Australian Government scientists have asked for approval to release Koi Herpesvirus (KHV) into the continent's largest freshwater supply to kill non-native carp.

The new study, by the University of Exeter and the University of East Anglia, demonstrates that Common Carp would evolve resistance to the virus and carp numbers would soon recover.

Carp can cause ecological damage in large numbers by uprooting vegetation and increasing sediment in the water, with significant knock-on effects for other species in the ecosystem.

This means control is required -- but the study says releasing KHV is not the answer.

"Viral biocontrol is highly questionable and, as our study shows, it is unlikely to reduce carp numbers in the long term," said Dr Jackie Lighten, of the University of Exeter.

"Our modelling shows that even under the most optimal conditions for biocontrol, populations quickly recover.

"Releasing KHV carries significant risks to human and ecosystem health, which likely outweigh the benefits, and we have previously urged further detailed research to avoid an unnecessary ecological catastrophe.

"Based on our findings, we believe the plan to control Australia's carp with KHV is dead in the water."

Dr Lighten previously argued in the Australian Senate that the country's National Carp Control Program (NCCP) was omitting key areas of research from its work.

A key component of this is computer simulation modelling to assess if the virus would effectively kill the fish in light of the genetic component of resistance to KHV, which resides in the global carp population.

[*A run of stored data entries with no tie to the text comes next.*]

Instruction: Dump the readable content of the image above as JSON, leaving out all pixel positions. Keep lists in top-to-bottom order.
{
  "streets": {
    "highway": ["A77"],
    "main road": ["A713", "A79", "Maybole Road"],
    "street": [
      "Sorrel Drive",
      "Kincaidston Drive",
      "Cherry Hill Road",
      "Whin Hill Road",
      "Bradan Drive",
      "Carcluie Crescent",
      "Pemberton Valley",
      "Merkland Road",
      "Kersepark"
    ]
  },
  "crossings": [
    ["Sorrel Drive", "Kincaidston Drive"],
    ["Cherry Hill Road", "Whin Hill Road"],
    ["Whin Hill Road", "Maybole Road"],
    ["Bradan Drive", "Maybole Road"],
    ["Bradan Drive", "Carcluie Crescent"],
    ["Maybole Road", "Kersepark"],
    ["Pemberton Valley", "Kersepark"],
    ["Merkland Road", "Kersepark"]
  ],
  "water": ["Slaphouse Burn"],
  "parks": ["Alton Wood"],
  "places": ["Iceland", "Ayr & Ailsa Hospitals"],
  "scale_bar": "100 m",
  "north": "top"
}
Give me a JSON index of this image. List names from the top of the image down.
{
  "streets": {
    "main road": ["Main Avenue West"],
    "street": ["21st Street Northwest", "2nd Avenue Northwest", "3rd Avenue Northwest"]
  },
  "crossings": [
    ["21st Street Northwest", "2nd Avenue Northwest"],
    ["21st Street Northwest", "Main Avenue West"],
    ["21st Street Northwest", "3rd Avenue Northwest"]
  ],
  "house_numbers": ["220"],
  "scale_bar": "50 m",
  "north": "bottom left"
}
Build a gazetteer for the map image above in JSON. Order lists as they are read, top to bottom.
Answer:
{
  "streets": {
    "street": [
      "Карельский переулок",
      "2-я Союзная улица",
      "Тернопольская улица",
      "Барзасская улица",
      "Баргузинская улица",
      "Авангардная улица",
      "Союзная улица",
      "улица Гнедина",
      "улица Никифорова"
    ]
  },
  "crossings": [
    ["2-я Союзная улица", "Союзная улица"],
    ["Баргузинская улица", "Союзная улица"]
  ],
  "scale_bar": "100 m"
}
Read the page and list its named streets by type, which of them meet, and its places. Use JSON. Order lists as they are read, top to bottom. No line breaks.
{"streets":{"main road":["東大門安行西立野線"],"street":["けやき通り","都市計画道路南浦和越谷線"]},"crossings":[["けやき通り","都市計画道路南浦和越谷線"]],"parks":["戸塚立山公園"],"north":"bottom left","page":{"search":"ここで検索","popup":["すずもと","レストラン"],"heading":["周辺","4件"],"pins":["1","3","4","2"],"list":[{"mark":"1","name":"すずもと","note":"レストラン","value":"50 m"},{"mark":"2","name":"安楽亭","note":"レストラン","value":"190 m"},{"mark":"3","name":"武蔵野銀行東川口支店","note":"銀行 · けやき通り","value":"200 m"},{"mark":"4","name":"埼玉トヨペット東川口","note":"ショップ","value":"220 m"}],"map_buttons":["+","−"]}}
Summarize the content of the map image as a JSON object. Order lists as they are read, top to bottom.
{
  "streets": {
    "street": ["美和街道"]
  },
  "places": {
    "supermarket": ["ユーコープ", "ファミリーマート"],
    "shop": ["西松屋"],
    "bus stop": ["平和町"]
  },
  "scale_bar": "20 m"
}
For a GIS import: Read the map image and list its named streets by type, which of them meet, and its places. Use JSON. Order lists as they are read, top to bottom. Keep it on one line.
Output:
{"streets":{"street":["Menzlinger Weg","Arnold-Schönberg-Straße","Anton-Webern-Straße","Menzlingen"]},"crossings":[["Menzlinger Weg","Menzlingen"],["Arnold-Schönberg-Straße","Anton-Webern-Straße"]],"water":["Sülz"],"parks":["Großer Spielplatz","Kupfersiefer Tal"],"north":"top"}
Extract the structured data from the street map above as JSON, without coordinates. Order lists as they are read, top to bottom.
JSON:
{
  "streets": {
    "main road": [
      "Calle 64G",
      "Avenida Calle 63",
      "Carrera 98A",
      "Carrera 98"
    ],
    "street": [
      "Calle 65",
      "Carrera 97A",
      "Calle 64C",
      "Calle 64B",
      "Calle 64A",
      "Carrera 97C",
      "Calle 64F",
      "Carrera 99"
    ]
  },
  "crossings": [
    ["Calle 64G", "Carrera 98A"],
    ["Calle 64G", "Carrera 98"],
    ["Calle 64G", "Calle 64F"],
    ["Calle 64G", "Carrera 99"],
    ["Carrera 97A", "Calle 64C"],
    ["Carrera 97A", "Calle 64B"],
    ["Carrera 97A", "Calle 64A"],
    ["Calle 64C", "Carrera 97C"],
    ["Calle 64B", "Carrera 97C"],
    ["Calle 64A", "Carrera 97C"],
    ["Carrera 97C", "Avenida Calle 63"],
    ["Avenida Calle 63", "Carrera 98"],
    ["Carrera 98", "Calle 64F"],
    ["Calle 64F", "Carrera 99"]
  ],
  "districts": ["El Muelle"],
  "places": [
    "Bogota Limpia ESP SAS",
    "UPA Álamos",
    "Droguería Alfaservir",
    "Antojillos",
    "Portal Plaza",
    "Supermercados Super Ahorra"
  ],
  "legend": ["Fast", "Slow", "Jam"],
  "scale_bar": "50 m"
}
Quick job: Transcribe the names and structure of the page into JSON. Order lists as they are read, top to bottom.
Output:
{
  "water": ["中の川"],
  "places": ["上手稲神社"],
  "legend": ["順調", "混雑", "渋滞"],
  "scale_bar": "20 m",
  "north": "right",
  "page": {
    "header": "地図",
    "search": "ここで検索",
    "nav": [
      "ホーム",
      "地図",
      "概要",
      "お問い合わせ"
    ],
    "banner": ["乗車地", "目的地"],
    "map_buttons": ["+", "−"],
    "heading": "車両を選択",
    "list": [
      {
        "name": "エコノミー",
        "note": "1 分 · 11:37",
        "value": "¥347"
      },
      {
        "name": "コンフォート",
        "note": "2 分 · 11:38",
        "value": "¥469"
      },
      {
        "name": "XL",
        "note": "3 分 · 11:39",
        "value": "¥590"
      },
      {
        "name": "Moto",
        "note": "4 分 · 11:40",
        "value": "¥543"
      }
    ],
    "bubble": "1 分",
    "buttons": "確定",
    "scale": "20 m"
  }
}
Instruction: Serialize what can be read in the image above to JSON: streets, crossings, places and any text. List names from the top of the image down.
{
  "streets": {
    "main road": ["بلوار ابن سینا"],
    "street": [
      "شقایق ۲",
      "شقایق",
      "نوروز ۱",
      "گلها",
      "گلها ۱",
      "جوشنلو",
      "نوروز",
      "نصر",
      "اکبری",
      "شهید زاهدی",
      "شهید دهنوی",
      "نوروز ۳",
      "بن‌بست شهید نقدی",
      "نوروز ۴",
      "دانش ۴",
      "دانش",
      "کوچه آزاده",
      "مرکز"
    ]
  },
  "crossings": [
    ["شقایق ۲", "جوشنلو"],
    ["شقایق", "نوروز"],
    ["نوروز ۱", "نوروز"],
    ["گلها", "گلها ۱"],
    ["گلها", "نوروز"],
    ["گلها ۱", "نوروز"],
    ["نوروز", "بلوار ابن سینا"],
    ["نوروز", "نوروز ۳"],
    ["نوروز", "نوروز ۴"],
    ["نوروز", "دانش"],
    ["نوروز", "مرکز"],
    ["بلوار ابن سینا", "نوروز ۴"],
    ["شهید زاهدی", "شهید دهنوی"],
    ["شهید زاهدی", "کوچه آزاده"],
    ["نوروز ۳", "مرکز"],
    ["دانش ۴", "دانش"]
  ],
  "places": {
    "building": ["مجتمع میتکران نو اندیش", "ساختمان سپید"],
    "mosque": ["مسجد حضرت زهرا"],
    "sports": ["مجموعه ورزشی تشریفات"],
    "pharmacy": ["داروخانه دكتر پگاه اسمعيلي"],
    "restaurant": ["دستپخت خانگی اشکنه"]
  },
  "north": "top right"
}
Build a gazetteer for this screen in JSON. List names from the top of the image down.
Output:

Dr Katie Mintram, of the University of Exeter, said: "Modelling the epidemiology of proposed viral releases is essential for risk assessment and estimation of likely outcomes.

"We built a simulation model which allowed us to examine realistic interactions among carp, virus and disease resistance, to estimate how long it would take carp populations to recover even if 95% of them were wiped out.

"We show that the biological characteristics of the carp, including their rapid breeding rates, allow infected populations to recover rapidly with individuals that are KHV resistant."

The authors modelled a "best-case scenario" for the virus to eradicate carp -- but the carp population still evolved resistance, making future outbreaks of the virus ineffective.

"The modelling strategy that we took is a very powerful way to assess how disease can spread among individuals within a population," said Professor Cock van Oosterhout, of the University of East Anglia.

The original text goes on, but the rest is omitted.